There is no way that OMS training (or any of the other trainings for generalists and specialists) can prepare new employees for every situation they're going to face; it's simply impossible. Every post, every section, every predicament faced will be different and therefore while they try to teach us about the variety of situations that probably/maybe will come up  - the bottom line is that they have to hire people who they trust possess the internal tools to figure stuff out.

This process of figuring stuff out can be painful for those of us who are used to already knowing what to do and how to do it. It can take months or a year, and as soon as we're snappy and fluent and feeling like the top of our game - we pack up and start all over again. This discomfort can make you feel alive or it can be overwhelming - and probably both. I know I will gain from the pain (sorry for that last phrase) in the long run.

In the meanwhile, apparently y'all are going to hear my creaks and groans. Please don't take this as an indication that the FS system or I are intrinsically flawed. I think it's just the way it is.

Thanks for listening.


  1. As someone who is currently going through OMS training, I was so happy to read this post. Thank you for being honest and writing about the highs and lows of the FS. If I can keep in mind your words of encouragement, I hope that when those naked, shivering deer-in-headlights moments come along, I can know that they're only temporary and I'm capable of dealing with them.
    Thanks again!

  2. Cabby,
    Thank you for commenting; it makes me glad to know that my stumblings might give you some forewarning or encouragement. Let me know where you're headed and to which section and I'll look forward to hearing of your own little victories.

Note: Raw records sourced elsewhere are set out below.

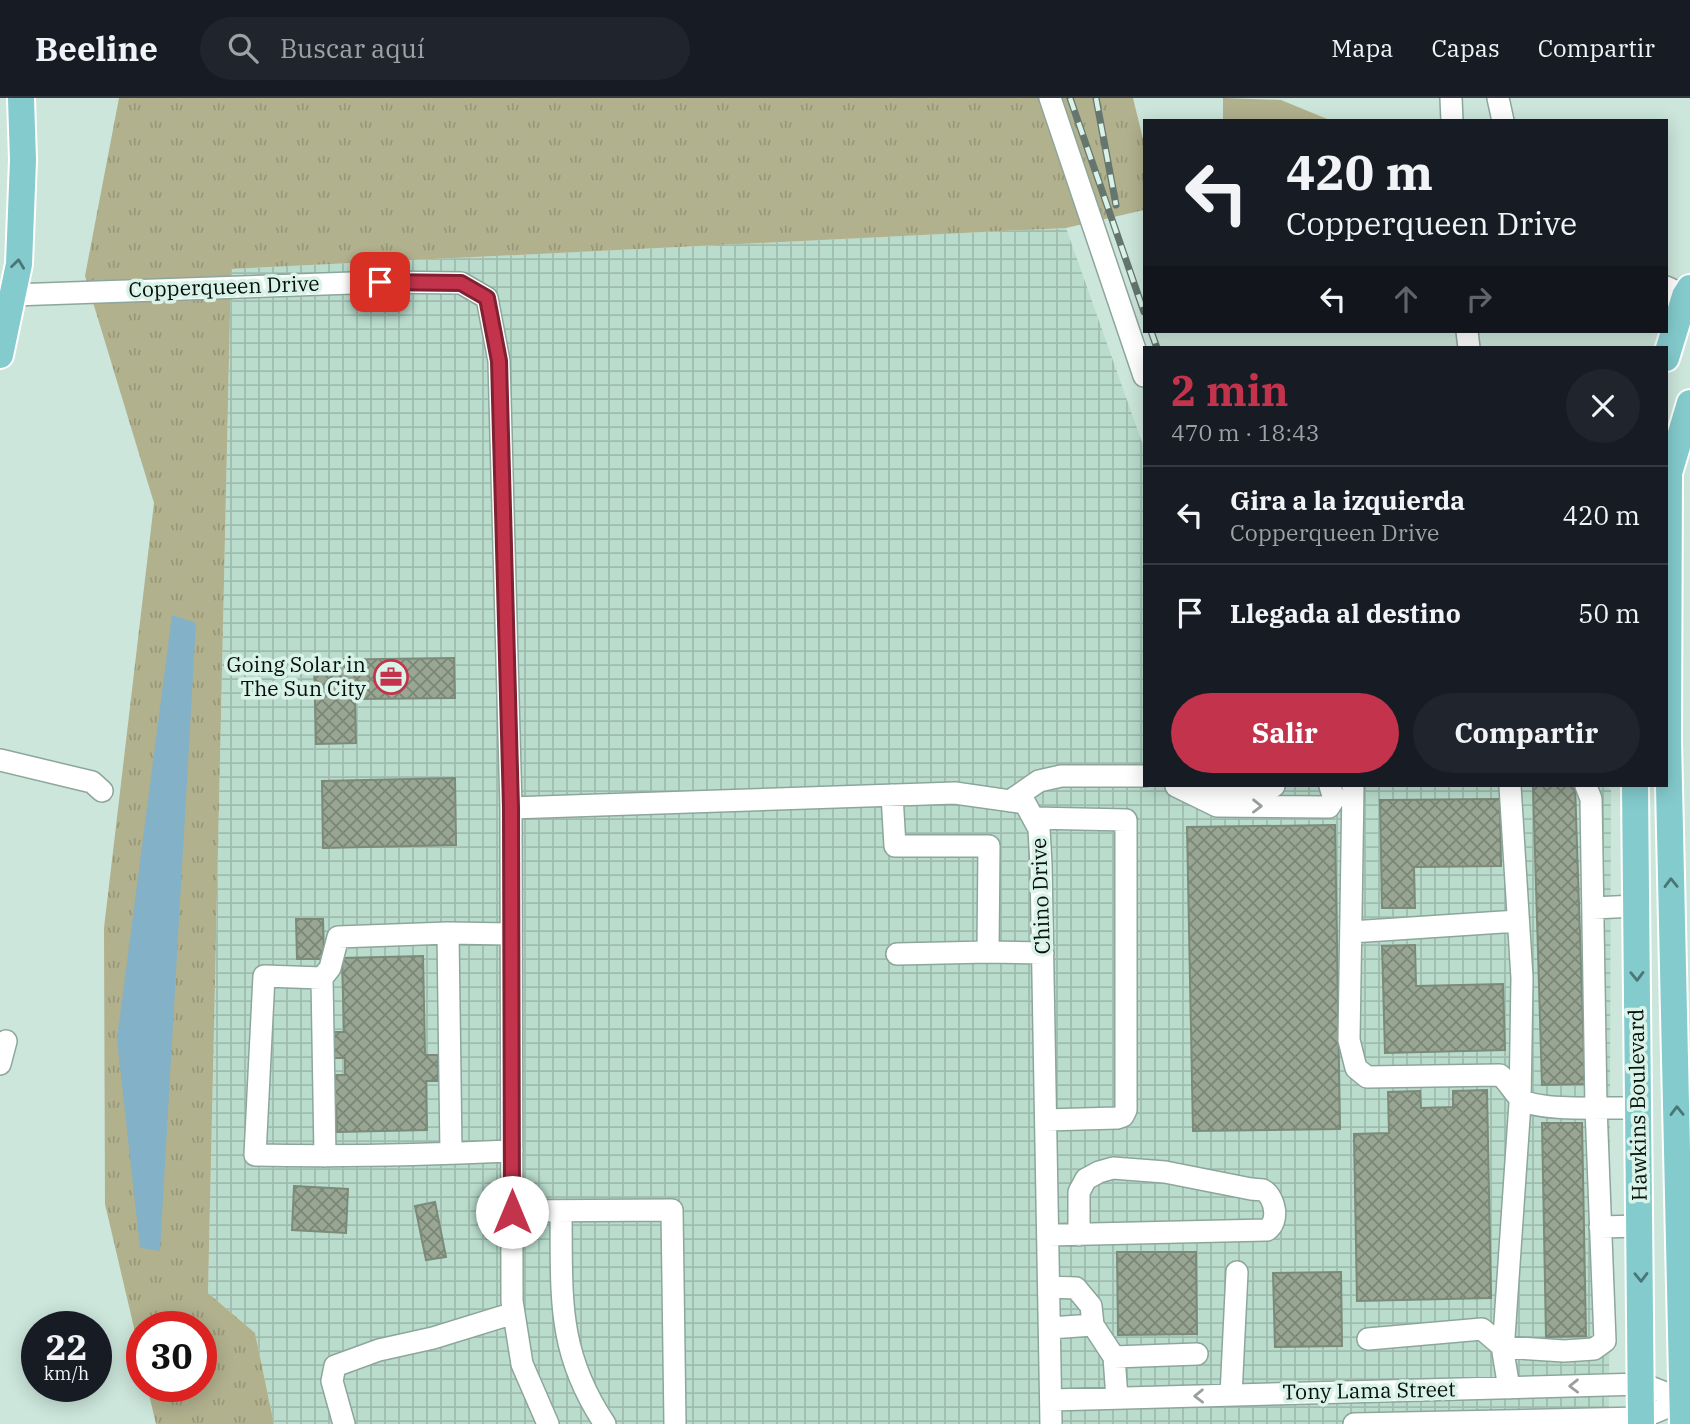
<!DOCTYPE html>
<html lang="es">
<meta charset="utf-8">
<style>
:root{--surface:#171b24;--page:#20242c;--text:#f1f3f6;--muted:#9ea1a6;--line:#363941;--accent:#c3334c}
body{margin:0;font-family:"IBM Plex Serif",serif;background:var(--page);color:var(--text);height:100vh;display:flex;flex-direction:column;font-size:26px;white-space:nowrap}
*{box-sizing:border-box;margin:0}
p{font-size:23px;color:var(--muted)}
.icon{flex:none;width:38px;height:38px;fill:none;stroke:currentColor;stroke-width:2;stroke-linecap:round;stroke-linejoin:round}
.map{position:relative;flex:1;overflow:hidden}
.sheet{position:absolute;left:1143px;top:248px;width:525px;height:441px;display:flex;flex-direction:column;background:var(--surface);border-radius:0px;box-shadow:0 4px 18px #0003}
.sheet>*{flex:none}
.top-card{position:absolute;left:1143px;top:21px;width:525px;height:214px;border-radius:0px;box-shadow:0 4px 18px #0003;background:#171b24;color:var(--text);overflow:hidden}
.speed{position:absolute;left:21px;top:1213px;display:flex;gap:14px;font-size:35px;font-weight:700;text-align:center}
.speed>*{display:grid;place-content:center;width:91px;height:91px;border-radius:50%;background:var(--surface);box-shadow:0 4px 18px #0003;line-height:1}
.speed small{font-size:18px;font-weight:400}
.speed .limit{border:10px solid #d22;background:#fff;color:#111}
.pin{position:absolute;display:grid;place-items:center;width:60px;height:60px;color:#fff;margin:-30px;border-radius:14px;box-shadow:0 4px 10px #0006}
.me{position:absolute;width:77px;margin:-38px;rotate:0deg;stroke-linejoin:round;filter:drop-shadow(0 0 5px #0008)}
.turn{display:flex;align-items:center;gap:24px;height:147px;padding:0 28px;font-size:32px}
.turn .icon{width:91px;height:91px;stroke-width:2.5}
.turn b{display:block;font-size:49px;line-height:60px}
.lanes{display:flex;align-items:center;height:66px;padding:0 28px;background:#0003;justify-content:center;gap:35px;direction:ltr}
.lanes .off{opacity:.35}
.round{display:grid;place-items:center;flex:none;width:74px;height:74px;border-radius:37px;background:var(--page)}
.summary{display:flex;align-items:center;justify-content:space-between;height:119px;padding:0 28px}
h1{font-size:42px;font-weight:700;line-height:52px;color:var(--accent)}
.cta{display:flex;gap:14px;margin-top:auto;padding:14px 28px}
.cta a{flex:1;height:80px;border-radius:42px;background:var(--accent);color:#fff;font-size:28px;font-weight:700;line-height:80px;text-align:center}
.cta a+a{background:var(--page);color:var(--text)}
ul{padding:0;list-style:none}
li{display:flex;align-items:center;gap:21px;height:98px;padding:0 28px;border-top:2px solid var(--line)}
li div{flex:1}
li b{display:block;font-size:26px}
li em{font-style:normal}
header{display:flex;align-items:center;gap:42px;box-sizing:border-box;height:98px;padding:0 35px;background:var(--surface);border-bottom:2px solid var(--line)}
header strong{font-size:33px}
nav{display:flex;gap:38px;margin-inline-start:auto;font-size:24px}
.search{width:490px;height:63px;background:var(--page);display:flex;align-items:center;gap:18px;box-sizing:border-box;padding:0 24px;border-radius:38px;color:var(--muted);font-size:26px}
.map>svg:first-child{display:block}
.industrial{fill:url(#industrial-grid)}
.grass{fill:url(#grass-tufts)}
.pitch{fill:#b1b18e}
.water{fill:#83b1c7}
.building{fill:url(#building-cross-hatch);stroke:#7c8a78;stroke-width:2}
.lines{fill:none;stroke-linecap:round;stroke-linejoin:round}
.minor-casing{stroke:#8da69c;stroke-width:24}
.major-casing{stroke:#fff;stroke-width:30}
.minor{stroke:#fff;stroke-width:21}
.major{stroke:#84cbcd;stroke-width:26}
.rail-casing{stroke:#65766f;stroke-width:7}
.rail{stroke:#d9f3e8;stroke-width:4.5;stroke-dasharray:13;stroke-linecap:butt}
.oneway{stroke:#4b7676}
.oneway2{stroke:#9b9f9e}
.route-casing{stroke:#7f2131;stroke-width:18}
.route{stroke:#c3334c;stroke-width:12}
.labels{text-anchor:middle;stroke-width:7;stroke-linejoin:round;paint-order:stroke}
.street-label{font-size:21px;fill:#060f0c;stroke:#d9f3e8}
.poi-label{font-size:21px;fill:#060f0c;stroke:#d9f3e8;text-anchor:end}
</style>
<header>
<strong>Beeline</strong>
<div class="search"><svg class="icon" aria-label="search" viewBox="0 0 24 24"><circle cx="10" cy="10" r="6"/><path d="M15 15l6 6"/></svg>Buscar aquí</div>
<nav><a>Mapa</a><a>Capas</a><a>Compartir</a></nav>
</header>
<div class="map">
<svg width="1690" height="1326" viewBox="0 0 1690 1326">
<defs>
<pattern id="industrial-grid" width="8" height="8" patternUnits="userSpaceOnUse" patternTransform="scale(1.75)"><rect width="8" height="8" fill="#b9dccd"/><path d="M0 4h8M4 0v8" fill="none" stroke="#9ebcaf"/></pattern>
<pattern id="grass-tufts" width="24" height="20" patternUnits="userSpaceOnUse" patternTransform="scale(1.75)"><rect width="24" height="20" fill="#b1b18e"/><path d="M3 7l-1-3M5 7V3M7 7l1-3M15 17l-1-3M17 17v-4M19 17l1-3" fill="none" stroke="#979779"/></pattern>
<pattern id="building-cross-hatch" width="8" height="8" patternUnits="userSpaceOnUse" patternTransform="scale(1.75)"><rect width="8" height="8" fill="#98a693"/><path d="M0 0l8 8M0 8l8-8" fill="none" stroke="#7a8676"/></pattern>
</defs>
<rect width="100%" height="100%" fill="#cce6db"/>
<path class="industrial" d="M 1066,130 L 1144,350 L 1144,688 L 1607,688 L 1611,692 L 1609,1326 L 274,1326 L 255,1235 L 208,1195 L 231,171 Z"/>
<path class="grass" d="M 119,0 L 1133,0 L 1144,45 L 1144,112 L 1066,130 L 231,171 L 208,1195 L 255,1235 L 274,1326 L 156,1326 L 147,1288 L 201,1288 L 201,1228 L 142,1228 L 142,1264 L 105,1106 L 104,830 L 154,405 L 85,178 Z"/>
<path class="pitch" d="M 1223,0 L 1281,2 L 1332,23 L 1223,23 Z"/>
<path class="water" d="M 172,517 L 196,525 L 160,1153 L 140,1150 L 117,941 Z"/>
<path class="building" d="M 454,560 L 455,600 L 355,601 L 356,645 L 316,646 L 314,562 Z
M 455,680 L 456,747 L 323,750 L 322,683 Z
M 1533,688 L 1575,688 L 1585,986 L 1542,987 Z
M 1500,701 L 1501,768 L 1414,769 L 1415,810 L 1382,810 L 1380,702 Z
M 1335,727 L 1340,1031 L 1193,1033 L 1187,729 Z
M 296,821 L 323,821 L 324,861 L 297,861 Z
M 1415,847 L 1416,888 L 1503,886 L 1505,952 L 1385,955 L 1382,848 Z
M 423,858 L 425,957 L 438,957 L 438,983 L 426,983 L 427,1032 L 337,1034 L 336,1008 L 328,1009 L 328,977 L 345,977 L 345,960 L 329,960 L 328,934 L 344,934 L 342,860 Z
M 1487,992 L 1491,1200 L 1357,1203 L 1354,1036 L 1389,1035 L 1388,994 L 1420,993 L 1421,1010 L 1453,1009 L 1453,993 Z
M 1542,1025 L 1582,1025 L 1586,1238 L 1546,1239 Z
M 294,1088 L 348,1091 L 346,1135 L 292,1132 Z
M 435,1104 L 446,1159 L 426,1162 L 415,1108 Z
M 1117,1154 L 1196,1154 L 1197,1236 L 1118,1237 Z
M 1341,1174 L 1342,1248 L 1275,1249 L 1273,1175 Z"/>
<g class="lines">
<g class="minor-casing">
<path id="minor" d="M 1050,0 L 1144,278
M 1451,0 L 1452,23
M 1498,0 L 1503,23
M 1666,189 L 1690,200
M 0,194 L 13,197 L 380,184 L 461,185 L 487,200 L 499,263 L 511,710 L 512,1203 L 522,1266 L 548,1326
M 1467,233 L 1469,250
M 0,662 L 92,684 L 102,693
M 1176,688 L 1217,708 L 1329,709 L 1334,701 L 1330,688
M 1353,688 L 1349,942 L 1356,970 L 1367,979 L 1500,977 C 1509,984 1515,997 1522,1002 C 1542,1014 1613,1009 1638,1010
M 1192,694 L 1208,690 L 1274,688
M 892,697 L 895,748 L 989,748 L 988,854 L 1043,855
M 1010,703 L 1039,683 L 1061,678 L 1144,678
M 511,710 L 955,695 L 1025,705 L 1039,731 L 1041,767 L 1051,1326
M 1033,720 L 1126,722 L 1126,1012 L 1123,1018 L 1117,1020 L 1046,1022
M 1593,810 L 1636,808
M 1351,834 L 1518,823
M 448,835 L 451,1055
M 897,856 L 988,854
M 322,880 L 330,870 L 338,839 L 448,835 L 511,836
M 0,966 L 6,943
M 325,1058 L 322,880 L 264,878 L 255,1057 C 341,1059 426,1057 512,1053
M 512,1113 L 672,1112 L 675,1326
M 561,1113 C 562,1197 556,1253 605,1326
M 1600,1129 L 1640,1128
M 1048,1137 L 1267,1132 C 1280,1123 1275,1099 1263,1092 L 1251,1091 L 1165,1074 L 1113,1070 L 1099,1074 L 1086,1081 L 1079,1094 L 1079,1137
M 1050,1189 L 1076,1190 L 1091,1208 L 1093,1227 L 1114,1259 L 1117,1300
M 1050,1230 L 1093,1227
M 1368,1241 L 1482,1231 L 1503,1249 L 1564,1253 L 1594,1251 L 1605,1243 L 1596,1009 L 1591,701 L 1586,688
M 1114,1259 L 1197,1256
M 1509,1290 L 1503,1254 L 1520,1005 L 1522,880 L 1510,688
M 1231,1297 L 1237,1174
M 1052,1302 L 1642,1286 L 1684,1302 L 1690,1302
M 344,1326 L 332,1283 L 335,1268 L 379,1252 L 433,1240 L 514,1215
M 1354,1326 L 1641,1320 L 1684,1302"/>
</g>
<g class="major-casing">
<path id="major" d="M 0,257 L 19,166 L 23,62 L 21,0
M 1666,260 L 1685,198 L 1690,190
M 1635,688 L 1641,1326
M 1683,1326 L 1668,642 L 1669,375 L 1690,305"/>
</g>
<use href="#minor" class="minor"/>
<use href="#major" class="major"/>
<g class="rail-casing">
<path id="rail" d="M 1070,0 L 1144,214
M 1096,0 L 1116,107
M 1151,233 L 1157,250"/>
</g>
<use href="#rail" class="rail"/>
</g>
<defs><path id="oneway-chevron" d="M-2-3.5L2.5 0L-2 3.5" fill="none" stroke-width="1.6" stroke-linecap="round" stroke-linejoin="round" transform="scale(1.75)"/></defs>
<g class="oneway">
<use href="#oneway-chevron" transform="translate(18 166) rotate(-83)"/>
<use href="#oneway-chevron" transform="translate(1671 785) rotate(-91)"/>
<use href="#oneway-chevron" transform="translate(1637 878) rotate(89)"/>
<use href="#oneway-chevron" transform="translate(1677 1013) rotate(-91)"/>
<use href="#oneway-chevron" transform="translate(1641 1179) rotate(89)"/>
</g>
<g class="oneway2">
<use href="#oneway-chevron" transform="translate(1257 708) rotate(1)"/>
<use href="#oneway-chevron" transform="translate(1574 1288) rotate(179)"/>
<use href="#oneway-chevron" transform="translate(1199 1298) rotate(179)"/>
</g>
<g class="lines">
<g class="route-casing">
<path id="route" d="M 380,184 L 461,185 L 487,200 L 499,263 L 511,710 L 512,1114"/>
</g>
<use href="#route" class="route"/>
</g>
<defs>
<g id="office-ring" transform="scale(1.75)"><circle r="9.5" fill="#d9f3e8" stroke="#c3334c" stroke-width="1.5"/><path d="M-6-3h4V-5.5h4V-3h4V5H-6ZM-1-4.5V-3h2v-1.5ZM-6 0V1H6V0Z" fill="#c3334c"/></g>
</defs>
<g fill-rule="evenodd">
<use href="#office-ring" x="391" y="579"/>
</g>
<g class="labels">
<g class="street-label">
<text transform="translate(224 189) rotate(-2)" y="7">Copperqueen Drive</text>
<text transform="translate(1041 798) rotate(-92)" y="7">Chino Drive</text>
<text transform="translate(1638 1007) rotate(-91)" y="7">Hawkins Boulevard</text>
<text transform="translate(1369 1293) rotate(-1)" y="7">Tony Lama Street</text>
</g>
<g class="poi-label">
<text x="366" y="574">Going Solar in<tspan x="366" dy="24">The Sun City</tspan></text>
</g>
</g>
</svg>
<div class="speed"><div>22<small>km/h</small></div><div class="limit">30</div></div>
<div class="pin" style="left:380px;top:184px;background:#d93025"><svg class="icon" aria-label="arrive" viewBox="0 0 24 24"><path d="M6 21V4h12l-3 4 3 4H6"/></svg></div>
<svg class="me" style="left:512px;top:1114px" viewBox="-20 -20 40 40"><circle r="19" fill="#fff"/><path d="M0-13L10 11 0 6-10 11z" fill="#c3334c"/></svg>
<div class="top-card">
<div class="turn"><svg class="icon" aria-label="left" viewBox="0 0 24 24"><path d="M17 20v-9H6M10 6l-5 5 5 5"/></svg><div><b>420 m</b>Copperqueen Drive</div></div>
<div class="lanes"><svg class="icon" aria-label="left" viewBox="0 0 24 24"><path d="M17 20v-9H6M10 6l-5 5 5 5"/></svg><svg class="icon off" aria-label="ahead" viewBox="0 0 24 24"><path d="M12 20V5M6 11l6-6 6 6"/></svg><svg class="icon off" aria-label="right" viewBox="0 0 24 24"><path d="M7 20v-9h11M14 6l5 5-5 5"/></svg></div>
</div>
<section class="sheet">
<div class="summary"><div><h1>2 min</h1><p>470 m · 18:43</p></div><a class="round"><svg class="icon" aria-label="close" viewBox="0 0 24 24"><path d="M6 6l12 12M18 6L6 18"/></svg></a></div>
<ul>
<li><svg class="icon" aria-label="left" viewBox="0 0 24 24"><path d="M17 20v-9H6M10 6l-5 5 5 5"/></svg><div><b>Gira a la izquierda</b><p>Copperqueen Drive</p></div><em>420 m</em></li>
<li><svg class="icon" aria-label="arrive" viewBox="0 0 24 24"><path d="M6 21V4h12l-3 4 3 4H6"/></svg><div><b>Llegada al destino</b></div><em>50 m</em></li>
</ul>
<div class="cta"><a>Salir</a><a>Compartir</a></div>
</section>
</div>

  3. I just wanted to take a second and thank you for your blog. I am an OMS hopeful working through the process and I have found so much information from your blogs. If only that I am not the only one who has no idea what's going on most days, but this entry in particular was VERY comforting. Keep it up! Muchisimas Gracias!

  4. Thanks NoVaNativ; I really appreciate the kind words. I haven't read this post since I wrote it over four years ago, but I could re-post it tomorrow and it would be accurate in my third tour now. I still feel overwhelmed and long for a stable routine sometimes, but the feeling of getting through a challenging experience makes you feel very alive. Suerte!